The critical engine of a multi-engine, fixed-wing propeller-driven aircraft is the one whose failure would result in the most adverse effects on the aircraft's handling and performance.
When one of the engines on a typical multi-engine aircraft becomes inoperative, a thrust imbalance exists between the operative and inoperative sides of the aircraft. This thrust imbalance causes several negative effects in addition to the loss of one engine's thrust. For reasons listed below, the left engine of a conventional twin-engine propeller-driven aircraft is usually considered critical.
When one engine becomes inoperative, a torque develops which depends on the lateral distance from the center of gravity (C.G.) to the thrust vector of the operating engine, multiplied by the thrust of the operating engine. The torque effect attempts to yaw the aircraft's nose towards the inoperative engine, a yaw tendency which must be counteracted by the pilot's use of the flight controls.

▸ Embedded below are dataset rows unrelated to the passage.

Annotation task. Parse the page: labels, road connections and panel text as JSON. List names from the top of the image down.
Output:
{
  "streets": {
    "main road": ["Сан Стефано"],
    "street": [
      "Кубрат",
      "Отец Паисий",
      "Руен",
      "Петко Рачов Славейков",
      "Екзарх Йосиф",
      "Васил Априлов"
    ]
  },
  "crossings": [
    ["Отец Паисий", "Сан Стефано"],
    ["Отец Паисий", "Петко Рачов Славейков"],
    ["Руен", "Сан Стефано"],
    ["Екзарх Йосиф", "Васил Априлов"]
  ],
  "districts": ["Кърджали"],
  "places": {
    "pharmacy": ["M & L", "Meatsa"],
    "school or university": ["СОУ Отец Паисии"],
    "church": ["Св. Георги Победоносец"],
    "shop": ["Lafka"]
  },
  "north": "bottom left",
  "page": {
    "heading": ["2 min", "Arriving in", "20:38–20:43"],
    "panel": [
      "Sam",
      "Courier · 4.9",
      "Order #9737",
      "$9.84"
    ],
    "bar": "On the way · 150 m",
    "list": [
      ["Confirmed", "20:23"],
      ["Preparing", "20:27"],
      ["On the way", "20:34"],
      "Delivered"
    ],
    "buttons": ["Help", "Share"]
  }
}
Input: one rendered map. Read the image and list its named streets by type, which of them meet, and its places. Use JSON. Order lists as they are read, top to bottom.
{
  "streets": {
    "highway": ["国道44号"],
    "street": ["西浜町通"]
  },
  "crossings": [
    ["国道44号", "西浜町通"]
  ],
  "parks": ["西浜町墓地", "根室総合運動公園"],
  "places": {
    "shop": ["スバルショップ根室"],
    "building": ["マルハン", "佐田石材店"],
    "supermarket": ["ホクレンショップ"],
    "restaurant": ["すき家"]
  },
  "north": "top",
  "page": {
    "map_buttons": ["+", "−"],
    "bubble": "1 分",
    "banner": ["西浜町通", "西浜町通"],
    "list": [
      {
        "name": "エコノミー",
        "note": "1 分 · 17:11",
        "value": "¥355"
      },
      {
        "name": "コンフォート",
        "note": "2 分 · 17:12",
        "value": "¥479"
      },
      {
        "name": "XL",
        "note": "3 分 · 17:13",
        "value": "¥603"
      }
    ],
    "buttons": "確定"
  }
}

The operating right-hand engine will produce a more severe yaw towards the dead engine, thus making the failure of the left-hand engine critical.
Due to the asymmetric blade effect (P-factor), the right-hand engine typically develops its resultant thrust vector at a greater lateral distance from the aircraft's C.G. than the left-hand engine. The failure of the left-hand engine will result in a larger yaw effect via the operating right-hand engine, rather than vice-versa, and it is termed the Critical Engine. Since the operating right-hand engine produces a stronger yaw moment, the pilot will need to use larger control deflections in order to maintain aircraft control. Thus, the failure of the critical (left-hand) engine is less desirable than failure of the right-hand engine.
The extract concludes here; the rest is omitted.